** DESCRIPTION OF THE TASK **
Emit an exact copy of the lines running from the start of the records to the line containing "Draw a box around", both included.

[Stored data]
++++++++

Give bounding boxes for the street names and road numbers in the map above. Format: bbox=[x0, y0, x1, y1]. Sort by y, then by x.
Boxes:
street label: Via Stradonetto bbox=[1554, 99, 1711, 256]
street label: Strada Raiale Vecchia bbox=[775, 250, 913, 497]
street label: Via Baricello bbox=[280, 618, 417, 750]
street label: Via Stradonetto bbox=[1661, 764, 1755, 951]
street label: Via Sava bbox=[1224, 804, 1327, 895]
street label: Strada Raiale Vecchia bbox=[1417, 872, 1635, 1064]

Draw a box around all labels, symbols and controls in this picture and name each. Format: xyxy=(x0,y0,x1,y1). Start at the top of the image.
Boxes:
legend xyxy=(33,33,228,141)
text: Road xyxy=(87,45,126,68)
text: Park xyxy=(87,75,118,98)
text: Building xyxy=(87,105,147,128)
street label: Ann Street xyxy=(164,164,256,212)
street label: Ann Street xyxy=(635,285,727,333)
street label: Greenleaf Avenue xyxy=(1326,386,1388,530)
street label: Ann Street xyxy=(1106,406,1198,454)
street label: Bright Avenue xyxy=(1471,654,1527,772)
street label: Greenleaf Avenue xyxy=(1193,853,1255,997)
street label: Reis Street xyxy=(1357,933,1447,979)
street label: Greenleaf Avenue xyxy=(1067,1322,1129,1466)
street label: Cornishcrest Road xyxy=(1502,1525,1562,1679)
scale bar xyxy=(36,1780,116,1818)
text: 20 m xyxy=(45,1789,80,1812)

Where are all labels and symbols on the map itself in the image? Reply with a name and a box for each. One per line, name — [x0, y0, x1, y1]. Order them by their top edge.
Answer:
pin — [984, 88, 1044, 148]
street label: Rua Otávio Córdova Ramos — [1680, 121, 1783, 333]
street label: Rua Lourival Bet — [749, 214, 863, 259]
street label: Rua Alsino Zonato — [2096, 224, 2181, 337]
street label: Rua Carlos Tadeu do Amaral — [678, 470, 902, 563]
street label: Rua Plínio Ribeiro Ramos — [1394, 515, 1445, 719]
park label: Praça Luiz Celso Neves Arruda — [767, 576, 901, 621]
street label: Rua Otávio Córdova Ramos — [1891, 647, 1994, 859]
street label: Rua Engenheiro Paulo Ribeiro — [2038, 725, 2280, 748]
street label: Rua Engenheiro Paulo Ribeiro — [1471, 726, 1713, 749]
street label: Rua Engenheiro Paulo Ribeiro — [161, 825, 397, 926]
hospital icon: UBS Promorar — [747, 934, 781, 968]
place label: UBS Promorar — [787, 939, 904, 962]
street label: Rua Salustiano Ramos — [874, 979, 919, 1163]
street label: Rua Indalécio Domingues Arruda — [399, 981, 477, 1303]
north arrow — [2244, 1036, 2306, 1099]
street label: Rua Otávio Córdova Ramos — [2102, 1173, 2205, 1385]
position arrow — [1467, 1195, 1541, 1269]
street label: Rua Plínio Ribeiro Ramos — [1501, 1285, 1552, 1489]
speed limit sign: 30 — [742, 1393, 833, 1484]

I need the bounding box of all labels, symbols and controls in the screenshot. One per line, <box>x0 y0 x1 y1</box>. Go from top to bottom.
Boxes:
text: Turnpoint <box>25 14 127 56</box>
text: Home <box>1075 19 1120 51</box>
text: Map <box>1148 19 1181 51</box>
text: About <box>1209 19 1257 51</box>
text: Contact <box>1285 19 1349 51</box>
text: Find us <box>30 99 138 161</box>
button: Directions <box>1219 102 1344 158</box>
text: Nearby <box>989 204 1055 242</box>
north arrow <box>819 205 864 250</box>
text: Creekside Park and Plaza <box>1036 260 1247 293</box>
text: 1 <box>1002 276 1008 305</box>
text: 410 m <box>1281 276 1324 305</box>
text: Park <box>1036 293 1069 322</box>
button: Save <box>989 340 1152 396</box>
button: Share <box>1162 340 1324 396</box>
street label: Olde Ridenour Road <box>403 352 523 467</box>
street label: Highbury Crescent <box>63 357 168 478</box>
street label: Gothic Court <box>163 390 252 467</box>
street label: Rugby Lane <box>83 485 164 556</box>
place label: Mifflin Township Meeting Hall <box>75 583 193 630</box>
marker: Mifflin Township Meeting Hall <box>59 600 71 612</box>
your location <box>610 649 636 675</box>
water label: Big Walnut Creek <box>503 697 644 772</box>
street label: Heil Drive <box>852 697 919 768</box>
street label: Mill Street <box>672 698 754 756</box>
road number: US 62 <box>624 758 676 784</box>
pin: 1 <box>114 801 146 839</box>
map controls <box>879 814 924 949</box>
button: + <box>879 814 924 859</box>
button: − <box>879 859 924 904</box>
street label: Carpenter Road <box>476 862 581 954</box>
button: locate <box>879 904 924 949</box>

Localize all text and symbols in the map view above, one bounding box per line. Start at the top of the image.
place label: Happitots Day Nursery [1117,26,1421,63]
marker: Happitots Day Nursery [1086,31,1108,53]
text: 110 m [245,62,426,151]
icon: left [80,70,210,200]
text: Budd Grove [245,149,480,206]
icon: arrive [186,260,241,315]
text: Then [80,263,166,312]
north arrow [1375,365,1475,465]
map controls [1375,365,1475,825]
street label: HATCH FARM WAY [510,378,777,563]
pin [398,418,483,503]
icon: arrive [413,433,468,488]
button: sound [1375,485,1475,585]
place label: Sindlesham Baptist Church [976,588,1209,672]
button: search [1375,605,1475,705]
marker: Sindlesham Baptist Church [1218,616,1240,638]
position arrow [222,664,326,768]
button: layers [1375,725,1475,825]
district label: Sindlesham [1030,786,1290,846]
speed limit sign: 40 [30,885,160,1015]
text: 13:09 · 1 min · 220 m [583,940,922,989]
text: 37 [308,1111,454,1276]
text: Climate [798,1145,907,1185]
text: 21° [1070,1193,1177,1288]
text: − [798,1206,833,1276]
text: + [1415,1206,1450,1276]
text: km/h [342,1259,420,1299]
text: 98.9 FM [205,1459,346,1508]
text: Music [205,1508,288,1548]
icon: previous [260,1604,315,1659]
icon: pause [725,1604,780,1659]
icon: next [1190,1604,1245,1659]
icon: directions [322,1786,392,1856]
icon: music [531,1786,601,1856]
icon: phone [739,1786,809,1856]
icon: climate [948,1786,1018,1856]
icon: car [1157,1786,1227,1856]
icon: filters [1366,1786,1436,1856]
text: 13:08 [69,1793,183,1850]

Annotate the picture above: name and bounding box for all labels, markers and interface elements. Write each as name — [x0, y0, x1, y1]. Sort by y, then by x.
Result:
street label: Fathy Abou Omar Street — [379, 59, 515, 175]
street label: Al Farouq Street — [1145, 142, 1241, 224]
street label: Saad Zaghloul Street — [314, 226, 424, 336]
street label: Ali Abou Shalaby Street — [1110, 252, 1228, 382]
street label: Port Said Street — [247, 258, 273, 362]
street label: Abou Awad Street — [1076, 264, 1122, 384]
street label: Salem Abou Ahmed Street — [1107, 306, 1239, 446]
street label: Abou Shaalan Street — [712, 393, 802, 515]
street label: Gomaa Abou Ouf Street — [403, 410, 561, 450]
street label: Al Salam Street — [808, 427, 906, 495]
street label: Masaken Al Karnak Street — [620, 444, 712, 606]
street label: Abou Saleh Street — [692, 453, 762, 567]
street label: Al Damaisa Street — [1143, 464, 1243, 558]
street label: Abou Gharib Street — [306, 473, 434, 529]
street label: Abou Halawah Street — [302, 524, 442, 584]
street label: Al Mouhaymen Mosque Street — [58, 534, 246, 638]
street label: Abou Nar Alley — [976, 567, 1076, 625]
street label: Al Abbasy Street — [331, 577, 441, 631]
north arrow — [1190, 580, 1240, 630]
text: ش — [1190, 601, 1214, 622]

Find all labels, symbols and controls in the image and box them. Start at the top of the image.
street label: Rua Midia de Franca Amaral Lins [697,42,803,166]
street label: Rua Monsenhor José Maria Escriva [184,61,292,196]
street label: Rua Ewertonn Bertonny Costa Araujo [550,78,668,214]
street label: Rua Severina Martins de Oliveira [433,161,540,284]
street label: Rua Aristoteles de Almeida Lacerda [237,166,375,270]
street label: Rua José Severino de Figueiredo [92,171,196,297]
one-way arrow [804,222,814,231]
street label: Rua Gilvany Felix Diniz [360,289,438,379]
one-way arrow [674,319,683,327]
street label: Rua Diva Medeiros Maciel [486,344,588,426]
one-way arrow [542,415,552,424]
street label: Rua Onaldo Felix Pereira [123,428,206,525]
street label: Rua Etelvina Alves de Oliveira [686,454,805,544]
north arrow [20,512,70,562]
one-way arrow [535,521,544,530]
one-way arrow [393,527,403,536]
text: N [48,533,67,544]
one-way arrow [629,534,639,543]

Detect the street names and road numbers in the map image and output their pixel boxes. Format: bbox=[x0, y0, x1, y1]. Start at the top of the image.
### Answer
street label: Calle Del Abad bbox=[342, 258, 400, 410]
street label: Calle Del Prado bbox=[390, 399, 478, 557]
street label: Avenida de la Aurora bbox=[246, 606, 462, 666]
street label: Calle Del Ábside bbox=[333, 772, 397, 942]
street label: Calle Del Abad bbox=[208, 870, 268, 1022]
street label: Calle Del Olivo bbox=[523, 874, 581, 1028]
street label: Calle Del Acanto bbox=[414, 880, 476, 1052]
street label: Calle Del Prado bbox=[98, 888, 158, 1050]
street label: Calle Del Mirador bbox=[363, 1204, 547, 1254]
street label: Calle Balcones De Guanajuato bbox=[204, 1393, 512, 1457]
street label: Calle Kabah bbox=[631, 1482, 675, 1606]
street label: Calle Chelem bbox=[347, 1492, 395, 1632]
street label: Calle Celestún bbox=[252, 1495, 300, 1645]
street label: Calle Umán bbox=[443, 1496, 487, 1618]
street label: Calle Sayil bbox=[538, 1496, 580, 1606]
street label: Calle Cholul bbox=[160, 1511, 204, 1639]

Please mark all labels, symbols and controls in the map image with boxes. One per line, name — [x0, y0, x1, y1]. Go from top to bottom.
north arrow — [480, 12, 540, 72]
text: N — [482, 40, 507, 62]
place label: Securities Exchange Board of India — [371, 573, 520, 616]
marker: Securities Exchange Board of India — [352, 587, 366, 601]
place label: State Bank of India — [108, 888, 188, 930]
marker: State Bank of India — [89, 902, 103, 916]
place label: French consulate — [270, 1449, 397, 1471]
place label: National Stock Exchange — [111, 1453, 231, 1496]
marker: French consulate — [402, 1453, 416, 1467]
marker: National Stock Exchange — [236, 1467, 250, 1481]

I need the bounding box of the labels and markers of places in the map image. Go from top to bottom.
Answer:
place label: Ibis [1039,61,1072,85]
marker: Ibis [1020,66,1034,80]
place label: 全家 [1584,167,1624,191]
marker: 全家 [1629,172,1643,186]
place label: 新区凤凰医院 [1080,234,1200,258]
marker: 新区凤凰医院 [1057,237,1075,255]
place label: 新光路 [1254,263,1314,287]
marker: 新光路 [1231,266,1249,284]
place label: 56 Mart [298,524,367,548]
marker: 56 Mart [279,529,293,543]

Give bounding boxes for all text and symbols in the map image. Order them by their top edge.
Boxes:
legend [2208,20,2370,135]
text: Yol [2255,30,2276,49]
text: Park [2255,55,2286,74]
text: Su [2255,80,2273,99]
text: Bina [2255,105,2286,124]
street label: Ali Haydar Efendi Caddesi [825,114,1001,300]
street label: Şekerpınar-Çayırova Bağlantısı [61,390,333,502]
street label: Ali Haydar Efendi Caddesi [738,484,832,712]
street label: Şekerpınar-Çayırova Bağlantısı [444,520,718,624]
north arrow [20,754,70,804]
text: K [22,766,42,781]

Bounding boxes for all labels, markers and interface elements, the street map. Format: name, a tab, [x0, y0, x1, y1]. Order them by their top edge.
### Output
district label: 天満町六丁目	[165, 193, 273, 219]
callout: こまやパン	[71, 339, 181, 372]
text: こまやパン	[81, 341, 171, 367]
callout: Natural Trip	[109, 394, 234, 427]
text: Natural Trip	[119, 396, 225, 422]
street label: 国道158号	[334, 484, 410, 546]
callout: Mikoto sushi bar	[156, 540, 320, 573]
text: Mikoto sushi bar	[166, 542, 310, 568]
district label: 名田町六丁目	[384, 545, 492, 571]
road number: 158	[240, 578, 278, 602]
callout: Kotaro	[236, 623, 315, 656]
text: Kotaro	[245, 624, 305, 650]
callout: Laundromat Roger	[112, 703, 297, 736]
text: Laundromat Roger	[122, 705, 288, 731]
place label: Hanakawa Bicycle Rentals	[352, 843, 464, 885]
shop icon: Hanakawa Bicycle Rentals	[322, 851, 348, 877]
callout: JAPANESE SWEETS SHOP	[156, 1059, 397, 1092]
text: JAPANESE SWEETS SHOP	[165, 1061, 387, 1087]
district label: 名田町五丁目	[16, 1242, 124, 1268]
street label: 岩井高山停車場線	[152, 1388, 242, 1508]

++++++++

** SOLUTION FOR THIS TASK **
Give bounding boxes for the street names and road numbers in the map above. Format: bbox=[x0, y0, x1, y1]. Sort by y, then by x.
Boxes:
street label: Via Stradonetto bbox=[1554, 99, 1711, 256]
street label: Strada Raiale Vecchia bbox=[775, 250, 913, 497]
street label: Via Baricello bbox=[280, 618, 417, 750]
street label: Via Stradonetto bbox=[1661, 764, 1755, 951]
street label: Via Sava bbox=[1224, 804, 1327, 895]
street label: Strada Raiale Vecchia bbox=[1417, 872, 1635, 1064]

Draw a box around all labels, symbols and controls in this picture and name each. Format: xyxy=(x0,y0,x1,y1). Start at the top of the image.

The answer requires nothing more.